# Off the Grid Mortgage



## luckysranch (Jun 24, 2005)

Does anyone know of a mortgage company that finances off the grid properties. We have several Amish properties in which people have expressed the wish to purchase and stay off the grid. You can get a land loan, but the interest rate would be higher and the loan terms shorter making the monthly payments rather high.


----------



## no1cowboy (May 2, 2004)

Why would having power or not make a differance with a mortgage?


----------



## Argono (Apr 8, 2008)

Probably having to do with being able to recoup the cost through resale if the original buyer defaulted or such.


----------



## Jim-mi (May 15, 2002)

Some friends had to bring in the grid to get the mortgage bucks to build their house.
bummer


----------



## otobesane1 (May 27, 2008)

Argono is exactly right. A friend who is the VP of our local bank confirmed the same thing. They want to make sure that they can recoup the most money in the event of a foreclosure. He did say that they would consider a loan on an off grid home if the owner put up a significant down payment in the 50 percent range. The loan to value ration would have to be way tilted in the bank's favor for them to even consider the loan.

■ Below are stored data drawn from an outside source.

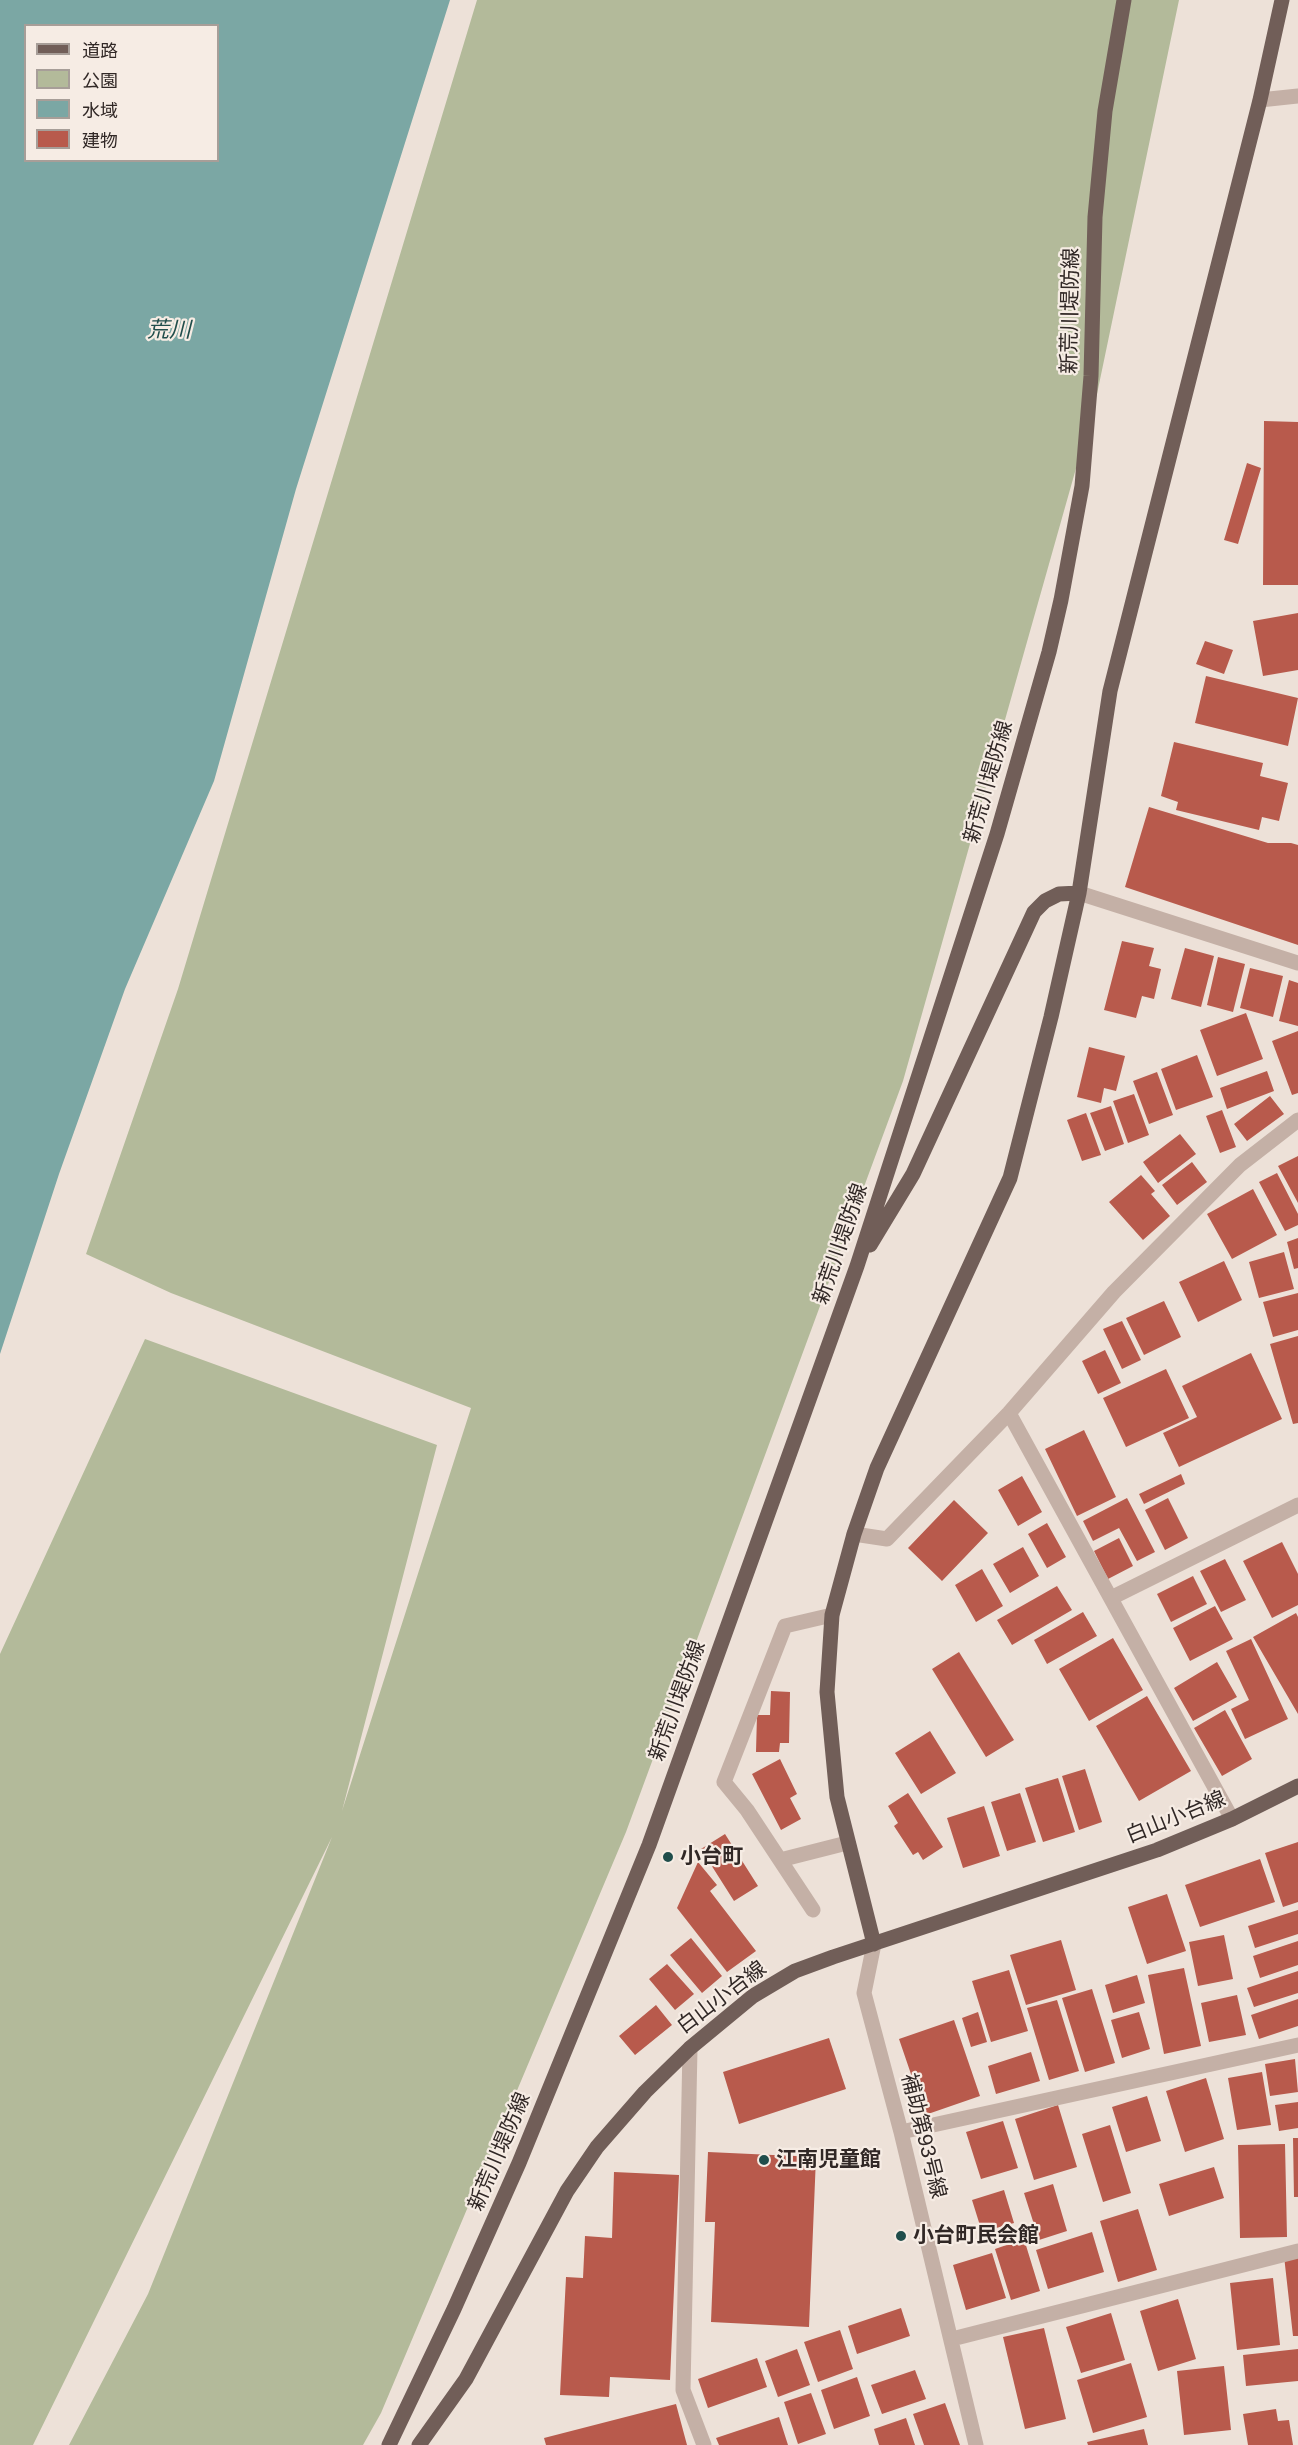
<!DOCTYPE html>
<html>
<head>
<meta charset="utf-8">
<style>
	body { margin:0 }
	#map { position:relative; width:1298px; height:2445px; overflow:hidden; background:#ede1d8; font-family:Arial,"Noto Sans JP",sans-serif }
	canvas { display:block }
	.legend { position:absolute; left:24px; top:24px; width:195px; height:138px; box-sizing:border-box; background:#f6ece4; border:2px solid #a79e98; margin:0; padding:8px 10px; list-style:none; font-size:18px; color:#312826 }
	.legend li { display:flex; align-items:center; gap:12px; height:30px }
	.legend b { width:30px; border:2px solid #a79e98 }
</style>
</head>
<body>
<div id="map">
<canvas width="1298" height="2445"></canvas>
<ul class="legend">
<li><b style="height:8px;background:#715e58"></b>道路</li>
<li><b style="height:16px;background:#b3ba9a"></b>公園</li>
<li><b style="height:16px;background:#7ba7a4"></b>水域</li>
<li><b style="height:16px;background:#b85a4c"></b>建物</li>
</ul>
</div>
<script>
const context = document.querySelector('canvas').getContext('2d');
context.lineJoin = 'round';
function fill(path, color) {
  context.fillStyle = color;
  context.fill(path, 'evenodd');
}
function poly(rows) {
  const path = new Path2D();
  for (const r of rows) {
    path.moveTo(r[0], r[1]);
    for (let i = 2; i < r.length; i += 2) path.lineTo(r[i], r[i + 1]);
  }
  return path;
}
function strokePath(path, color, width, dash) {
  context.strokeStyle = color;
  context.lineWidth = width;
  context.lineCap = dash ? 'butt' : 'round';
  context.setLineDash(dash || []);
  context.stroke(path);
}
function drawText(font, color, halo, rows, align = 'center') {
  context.font = font + ' Arial,"Noto Sans JP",sans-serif';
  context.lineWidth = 4.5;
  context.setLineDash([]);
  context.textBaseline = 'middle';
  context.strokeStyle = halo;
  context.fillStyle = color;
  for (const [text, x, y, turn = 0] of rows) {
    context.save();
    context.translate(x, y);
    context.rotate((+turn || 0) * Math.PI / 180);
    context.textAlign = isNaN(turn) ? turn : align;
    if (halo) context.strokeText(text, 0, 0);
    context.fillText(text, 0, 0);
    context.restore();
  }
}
fill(poly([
	[477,0,1179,0,1097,394,903,1081,626,1832,381,2413,363,2445,69,2445,148,2294,332,1837,33,2445,0,2445,0,1654,145,1339,437,1445,342,1811,471,1408,171,1293,86,1254,178,989]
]), '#b3ba9a');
fill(poly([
	[0,0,450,0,296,489,214,781,125,989,59,1174,0,1354],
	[26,26,218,26,218,160,26,160]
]), '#7ba7a4');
fill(poly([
	[1264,421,1298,422,1298,585,1263,585],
	[1247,463,1261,468,1238,544,1224,540],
	[1298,613,1298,670,1263,676,1253,621],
	[1205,641,1233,650,1224,674,1196,664],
	[1206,676,1298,698,1288,746,1195,723],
	[1174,742,1263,763,1260,776,1288,783,1279,821,1262,817,1259,830,1176,810,1178,802,1161,796],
	[1149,807,1268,843,1291,843,1298,845,1298,945,1125,887],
	[1122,941,1154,948,1149,966,1161,969,1154,999,1142,996,1136,1018,1104,1010],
	[1185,948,1214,956,1201,1007,1171,999],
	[1218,957,1245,964,1233,1012,1207,1005],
	[1250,968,1283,976,1273,1017,1240,1008],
	[1289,980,1298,983,1298,1026,1279,1021],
	[1246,1013,1263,1059,1217,1076,1200,1030],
	[1298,1031,1298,1093,1292,1095,1272,1041],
	[1089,1047,1125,1056,1116,1091,1104,1088,1101,1103,1077,1097],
	[1197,1055,1213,1097,1176,1110,1161,1069],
	[1267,1071,1274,1091,1227,1109,1220,1088],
	[1157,1072,1173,1115,1149,1124,1133,1081],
	[1134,1094,1149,1135,1128,1143,1113,1101],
	[1270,1096,1284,1114,1247,1141,1234,1124],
	[1111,1106,1124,1144,1105,1151,1090,1113],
	[1222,1110,1236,1147,1220,1153,1206,1116],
	[1086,1113,1101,1155,1082,1161,1067,1120],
	[1180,1134,1196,1154,1158,1183,1143,1162],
	[1298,1156,1298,1203,1278,1166],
	[1192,1162,1207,1182,1177,1205,1162,1185],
	[1277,1173,1298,1214,1298,1225,1285,1231,1259,1182],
	[1141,1175,1155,1191,1151,1194,1170,1216,1143,1240,1109,1202],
	[1253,1189,1277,1235,1232,1259,1207,1214],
	[1298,1238,1298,1268,1294,1269,1287,1242],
	[1284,1252,1294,1289,1259,1298,1249,1262],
	[1224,1261,1242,1300,1198,1322,1179,1282],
	[1298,1293,1298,1330,1273,1337,1263,1302],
	[1164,1301,1181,1337,1144,1355,1126,1318],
	[1122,1321,1141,1360,1122,1369,1103,1329],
	[1298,1336,1298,1423,1293,1424,1270,1344],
	[1105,1350,1121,1383,1098,1394,1082,1361],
	[1251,1353,1282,1419,1179,1467,1163,1433,1197,1417,1182,1386],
	[1166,1369,1189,1418,1126,1447,1103,1398],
	[1084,1430,1116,1497,1077,1516,1045,1449],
	[1181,1474,1185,1484,1144,1504,1139,1494],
	[1022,1476,1042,1512,1018,1526,998,1490],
	[1127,1498,1155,1552,1137,1561,1119,1528,1093,1541,1083,1521],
	[1168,1498,1188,1538,1165,1550,1145,1510],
	[954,1500,988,1533,942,1581,908,1548],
	[1047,1523,1066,1557,1047,1568,1028,1534],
	[1119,1538,1133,1566,1108,1579,1094,1551],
	[1282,1542,1298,1574,1298,1605,1272,1618,1243,1561],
	[1023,1547,1039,1576,1010,1593,993,1564],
	[1225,1559,1246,1600,1221,1612,1200,1571],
	[982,1569,1003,1606,976,1622,955,1585],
	[1193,1576,1207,1604,1171,1622,1157,1594],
	[1057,1586,1072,1610,1012,1645,997,1620],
	[1215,1606,1233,1639,1190,1661,1173,1628],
	[1083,1612,1097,1636,1047,1664,1034,1640],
	[1296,1613,1298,1617,1298,1714,1253,1637],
	[1113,1638,1143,1690,1089,1721,1059,1669],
	[1251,1639,1288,1719,1245,1739,1231,1709,1249,1700,1226,1651],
	[959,1652,1014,1740,986,1757,932,1669],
	[1217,1662,1237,1697,1193,1721,1174,1688],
	[771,1691,790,1692,789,1743,780,1743,779,1752,756,1752,757,1715,770,1715],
	[1147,1696,1191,1771,1139,1801,1096,1726],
	[1225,1710,1252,1759,1222,1776,1194,1728],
	[930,1731,956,1773,921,1794,895,1753],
	[780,1759,797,1794,790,1798,801,1819,781,1830,752,1774],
	[1085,1769,1102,1822,1079,1830,1062,1776],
	[1058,1778,1075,1832,1043,1842,1025,1788],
	[908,1793,943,1847,923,1860,918,1852,913,1855,894,1826,898,1823,888,1806],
	[1020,1793,1036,1842,1007,1851,991,1802],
	[984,1806,1000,1856,963,1868,947,1818],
	[725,1834,758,1886,734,1901,701,1849],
	[1298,1842,1298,1902,1283,1907,1265,1853],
	[1260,1859,1275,1902,1200,1927,1185,1885],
	[698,1862,717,1885,710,1891,756,1951,727,1972,677,1908],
	[1167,1894,1186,1951,1147,1964,1128,1907],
	[1298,1910,1298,1934,1255,1948,1248,1926],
	[1224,1935,1233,1979,1198,1986,1189,1942],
	[691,1938,722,1976,702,1993,670,1955],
	[1061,1940,1076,1990,1026,2005,1010,1955],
	[1298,1941,1298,1965,1260,1978,1253,1956],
	[667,1964,694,1994,675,2010,649,1979],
	[1184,1968,1201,2046,1164,2054,1148,1975],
	[1009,1970,1028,2031,991,2042,972,1981],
	[1298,1971,1298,1993,1254,2007,1247,1988],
	[1137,1975,1145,2003,1113,2013,1105,1985],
	[1092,1989,1115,2063,1085,2072,1062,1998],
	[1237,1995,1246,2035,1209,2042,1201,2003],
	[1298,1999,1298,2026,1259,2039,1251,2015],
	[1057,2000,1079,2071,1049,2080,1027,2008],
	[656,2005,672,2025,635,2055,619,2036],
	[978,2012,987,2042,971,2047,962,2018],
	[1139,2012,1150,2049,1122,2058,1111,2020],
	[954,2020,980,2096,925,2115,899,2039],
	[829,2038,846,2089,739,2124,723,2072],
	[1031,2052,1040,2081,996,2094,988,2066],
	[1295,2059,1298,2092,1270,2096,1265,2064],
	[1262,2072,1271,2125,1237,2130,1228,2078],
	[1206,2078,1224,2139,1185,2152,1166,2091],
	[1147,2096,1161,2141,1126,2152,1112,2107],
	[1298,2102,1298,2128,1279,2131,1275,2105],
	[1058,2105,1077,2167,1034,2180,1015,2119],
	[1003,2121,1018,2168,981,2179,966,2132],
	[1110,2125,1131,2193,1103,2202,1082,2134],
	[1293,2138,1298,2138,1298,2197,1294,2197],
	[1285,2144,1287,2237,1240,2238,1238,2145],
	[708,2152,816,2157,809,2327,711,2322,715,2222,705,2222],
	[1214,2167,1224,2198,1169,2216,1159,2184],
	[614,2172,679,2175,670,2380,610,2377,609,2397,560,2395,566,2277,583,2278,585,2236,612,2238],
	[1053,2184,1067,2231,1039,2240,1024,2193],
	[1004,2190,1014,2223,982,2232,972,2200],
	[1138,2209,1157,2270,1118,2282,1100,2221],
	[1092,2232,1104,2272,1048,2289,1036,2250],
	[1024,2239,1040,2291,1011,2300,995,2249],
	[992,2253,1006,2298,966,2310,953,2265],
	[1298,2254,1298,2336,1293,2336,1284,2256],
	[1273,2278,1280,2345,1237,2350,1230,2283],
	[1178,2299,1196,2359,1158,2371,1140,2311],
	[901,2308,910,2336,857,2354,848,2326],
	[1111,2313,1125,2360,1081,2373,1066,2327],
	[1044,2328,1066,2419,1025,2429,1003,2337],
	[840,2330,853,2369,818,2382,804,2342],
	[797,2349,810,2385,778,2397,765,2361],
	[1298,2349,1298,2381,1246,2386,1243,2355],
	[757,2358,767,2387,708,2408,698,2379],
	[1131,2363,1147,2417,1093,2433,1077,2380],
	[1224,2366,1231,2430,1184,2435,1177,2371],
	[915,2370,926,2399,882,2414,871,2385],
	[857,2377,870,2416,834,2429,821,2390],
	[811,2393,826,2434,798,2444,784,2402],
	[945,2403,960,2445,924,2445,913,2414],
	[676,2404,687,2445,546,2445,544,2438],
	[1276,2409,1278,2421,1289,2420,1293,2445,1248,2445,1243,2414],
	[779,2417,788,2445,719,2445,716,2438],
	[906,2418,915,2445,879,2445,874,2429],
	[1144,2429,1148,2445,1088,2445,1087,2442]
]), '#b85a4c');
strokePath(poly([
	[1260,100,1298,96],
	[1079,893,1298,963],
	[1009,1413,1232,1819],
	[854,1534,887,1539,1009,1413,1114,1292,1240,1165,1298,1120],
	[1111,1598,1298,1505],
	[780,1860,847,1843],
	[813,1910,747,1810,724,1782,785,1626,832,1615],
	[874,1944,864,1993,901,2132,976,2445],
	[690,2048,683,2390,704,2445],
	[901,2132,1298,2045],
	[952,2339,1298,2251]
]), '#c4b0a6', 15);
strokePath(poly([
	[870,1245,913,1174,1034,912,1045,901,1059,894,1079,893],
	[874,1944,837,1797,827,1692,832,1615,854,1534,877,1468,1010,1178,1051,1017,1079,893,1110,691,1260,100,1282,0],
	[389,2445,454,2309,519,2163,649,1845,857,1266,997,834,1049,652,1061,600,1082,486,1091,376,1095,217,1105,111,1124,0],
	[419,2445,466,2379,567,2191,597,2147,645,2092,690,2048,753,1996,795,1971,833,1957,1157,1850,1232,1819,1298,1786]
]), '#715e58', 15);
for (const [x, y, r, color] of [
	[668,1857,6,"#204d4b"],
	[764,2160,6,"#204d4b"],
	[901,2236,6,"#204d4b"]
]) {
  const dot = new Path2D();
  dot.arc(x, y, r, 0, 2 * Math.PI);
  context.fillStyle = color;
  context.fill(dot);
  strokePath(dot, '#f6ece4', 2);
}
drawText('21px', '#312826', '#f6ece4', [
	["新荒川堤防線",1071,311,-89],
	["新荒川堤防線",989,782,-74],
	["新荒川堤防線",841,1244,-71],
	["新荒川堤防線",678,1701,-70],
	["白山小台線",1176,1818,-22],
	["白山小台線",722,1998,-37],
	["補助第93号線",923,2136,76],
	["新荒川堤防線",500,2152,-67]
]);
drawText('bold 21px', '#312826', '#f6ece4', [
	["小台町",680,1857],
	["江南児童館",776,2160],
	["小台町民会館",913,2236]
], 'left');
drawText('italic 22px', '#204d4b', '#f6ece4', [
	["荒川",169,331]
]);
</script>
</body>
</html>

Another consideration would be if the land was owned free and clear and the owner put it up as collateral against the home loan.

TK


----------



## sammyd (Mar 11, 2007)

We had the same reaction when we looked at an Amish house, they'll lend you the dough but you'd better have a sizeable down. In WI now it is illegal for the Amish to remove the electric when they purchase an on grid property. They can disconnect but all the stuff must stay in place.


----------